- Présentation générale
Comment cet univers, selon le bouddhisme, a-t-il été conçu ? C’est à cette question que répond le l’Aggañña Sutta, dont nous allons faire ici un bref exposé.
Le monde du désir
Le monde du désir et le monde de la forme, dans le bouddhisme, sont appelés terre de bouddha ou, en sanskrit, Trisahasra-maha-sahasra-lokadhatu. Cette terre de bouddha ressemble à une montagne gigantesque, Sumeru, dont l’univers tel que nous le connaissons n’est qu’une partie et dont le système solaire où nous nous situons est légèrement au sud. La montagne de Sumeru elle-même, dont l’univers tel que nous le connaissons aujourd’hui n’est qu’une petite partie, n’est pourtant pour le bouddhisme qu’un modeste élément, une simple unité entrant dans la composition d’un univers beaucoup plus vaste. Mille de ces petites unités forment ensemble une unité de taille moyenne, et mille unités de taille moyenne forment une grande unité, laquelle correspond à une terre de bouddha dont le nom est Trisahasra-maha-sahasra-lokadhatu. Enfin, il existe une infinité de ces grandes unités.

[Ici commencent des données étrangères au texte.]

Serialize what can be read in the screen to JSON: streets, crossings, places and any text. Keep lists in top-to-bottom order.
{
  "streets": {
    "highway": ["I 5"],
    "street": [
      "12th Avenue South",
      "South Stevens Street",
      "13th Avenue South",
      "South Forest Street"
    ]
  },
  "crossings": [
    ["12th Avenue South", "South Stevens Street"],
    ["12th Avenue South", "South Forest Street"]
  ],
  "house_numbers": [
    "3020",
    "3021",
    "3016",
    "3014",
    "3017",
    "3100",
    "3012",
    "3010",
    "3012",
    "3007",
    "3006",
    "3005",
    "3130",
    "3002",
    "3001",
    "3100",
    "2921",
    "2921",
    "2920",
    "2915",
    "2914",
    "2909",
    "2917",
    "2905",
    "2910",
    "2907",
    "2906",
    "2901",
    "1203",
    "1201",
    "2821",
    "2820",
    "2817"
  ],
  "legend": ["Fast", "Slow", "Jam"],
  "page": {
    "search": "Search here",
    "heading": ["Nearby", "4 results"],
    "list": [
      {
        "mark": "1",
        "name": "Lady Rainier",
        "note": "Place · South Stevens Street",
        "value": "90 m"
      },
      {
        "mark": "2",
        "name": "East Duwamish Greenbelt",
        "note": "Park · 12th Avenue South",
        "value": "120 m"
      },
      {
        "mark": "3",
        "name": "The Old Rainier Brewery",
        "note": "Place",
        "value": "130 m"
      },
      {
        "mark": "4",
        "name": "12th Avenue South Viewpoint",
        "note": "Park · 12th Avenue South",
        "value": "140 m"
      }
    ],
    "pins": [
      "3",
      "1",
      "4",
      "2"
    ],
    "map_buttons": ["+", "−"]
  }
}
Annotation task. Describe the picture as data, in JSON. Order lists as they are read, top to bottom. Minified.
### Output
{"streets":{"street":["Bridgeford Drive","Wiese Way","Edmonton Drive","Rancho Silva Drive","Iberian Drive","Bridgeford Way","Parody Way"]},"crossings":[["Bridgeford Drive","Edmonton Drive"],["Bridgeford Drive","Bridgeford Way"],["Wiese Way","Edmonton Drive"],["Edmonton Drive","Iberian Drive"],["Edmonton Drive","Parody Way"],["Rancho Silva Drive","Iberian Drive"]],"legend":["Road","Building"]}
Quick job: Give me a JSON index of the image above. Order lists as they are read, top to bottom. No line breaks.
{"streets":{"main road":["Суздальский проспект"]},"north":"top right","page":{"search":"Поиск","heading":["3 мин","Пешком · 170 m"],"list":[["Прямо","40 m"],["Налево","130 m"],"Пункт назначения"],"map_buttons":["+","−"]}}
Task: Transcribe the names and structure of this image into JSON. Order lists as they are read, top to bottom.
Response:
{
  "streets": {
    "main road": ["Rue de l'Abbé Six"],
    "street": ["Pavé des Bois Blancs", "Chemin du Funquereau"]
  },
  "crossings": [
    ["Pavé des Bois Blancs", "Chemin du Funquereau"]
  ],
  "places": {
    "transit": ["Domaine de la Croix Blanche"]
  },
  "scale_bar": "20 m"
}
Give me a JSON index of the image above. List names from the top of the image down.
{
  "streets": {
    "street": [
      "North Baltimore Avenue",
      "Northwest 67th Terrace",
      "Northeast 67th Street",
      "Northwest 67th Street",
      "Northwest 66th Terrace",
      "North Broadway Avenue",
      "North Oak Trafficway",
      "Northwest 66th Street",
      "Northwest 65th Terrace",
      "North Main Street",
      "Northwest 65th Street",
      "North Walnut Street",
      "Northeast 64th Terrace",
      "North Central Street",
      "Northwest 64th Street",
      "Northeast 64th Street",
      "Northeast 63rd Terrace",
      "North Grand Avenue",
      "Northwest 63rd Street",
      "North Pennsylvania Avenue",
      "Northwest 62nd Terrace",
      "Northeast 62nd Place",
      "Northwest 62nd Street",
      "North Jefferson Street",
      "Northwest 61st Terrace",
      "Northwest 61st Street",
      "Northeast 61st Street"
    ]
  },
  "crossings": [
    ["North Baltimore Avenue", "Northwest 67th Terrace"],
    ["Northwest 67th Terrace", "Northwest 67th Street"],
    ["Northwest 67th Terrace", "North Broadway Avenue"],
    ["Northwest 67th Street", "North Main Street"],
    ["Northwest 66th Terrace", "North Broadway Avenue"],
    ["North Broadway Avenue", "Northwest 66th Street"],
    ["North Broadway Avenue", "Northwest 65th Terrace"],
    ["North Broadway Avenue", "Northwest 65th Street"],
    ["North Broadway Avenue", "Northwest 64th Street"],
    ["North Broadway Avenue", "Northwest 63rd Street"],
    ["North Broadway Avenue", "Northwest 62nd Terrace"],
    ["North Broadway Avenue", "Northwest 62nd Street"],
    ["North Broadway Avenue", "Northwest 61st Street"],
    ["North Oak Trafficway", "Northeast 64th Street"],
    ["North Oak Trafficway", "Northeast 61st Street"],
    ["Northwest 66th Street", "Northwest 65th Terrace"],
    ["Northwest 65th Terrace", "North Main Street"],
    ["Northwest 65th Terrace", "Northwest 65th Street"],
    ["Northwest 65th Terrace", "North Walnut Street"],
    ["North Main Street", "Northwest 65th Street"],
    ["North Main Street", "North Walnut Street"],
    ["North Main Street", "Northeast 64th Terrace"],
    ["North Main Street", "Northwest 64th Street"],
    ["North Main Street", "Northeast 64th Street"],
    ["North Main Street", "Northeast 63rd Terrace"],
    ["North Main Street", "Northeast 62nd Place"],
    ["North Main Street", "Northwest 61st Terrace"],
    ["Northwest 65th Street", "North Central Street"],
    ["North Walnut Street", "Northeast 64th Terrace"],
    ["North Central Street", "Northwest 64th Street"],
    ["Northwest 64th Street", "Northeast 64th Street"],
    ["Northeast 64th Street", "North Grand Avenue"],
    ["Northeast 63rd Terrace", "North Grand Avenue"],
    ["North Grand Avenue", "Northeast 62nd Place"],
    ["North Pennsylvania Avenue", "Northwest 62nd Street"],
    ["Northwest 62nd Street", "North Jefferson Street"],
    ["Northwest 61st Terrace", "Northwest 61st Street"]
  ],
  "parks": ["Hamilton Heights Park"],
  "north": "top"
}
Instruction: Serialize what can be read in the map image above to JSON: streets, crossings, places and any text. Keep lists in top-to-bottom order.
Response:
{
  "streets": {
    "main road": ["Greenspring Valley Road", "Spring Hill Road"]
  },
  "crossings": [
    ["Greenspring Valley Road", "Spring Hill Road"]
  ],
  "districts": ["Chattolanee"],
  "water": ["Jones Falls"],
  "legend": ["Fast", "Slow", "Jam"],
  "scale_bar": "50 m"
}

Au sommet de Sumeru se situent les paradis célestes. A sa base se trouvent les enfers, divisés en seize couches de plus en plus grandes et profondes à mesure que le sont les crimes de ceux qui s’y retrouvent. La dernière couche semble infinie. Le temps durant lequel les damnés demeurent dans ces enfers est lui-même proportionnel à la profondeur des couches où ils sont enfermés. Huit de ces seize couches sont des enfers de glace, et huit autres le sont de feu, dont la dernière est si grande qu’elle paraît infinie et que la souffrance l’est autant.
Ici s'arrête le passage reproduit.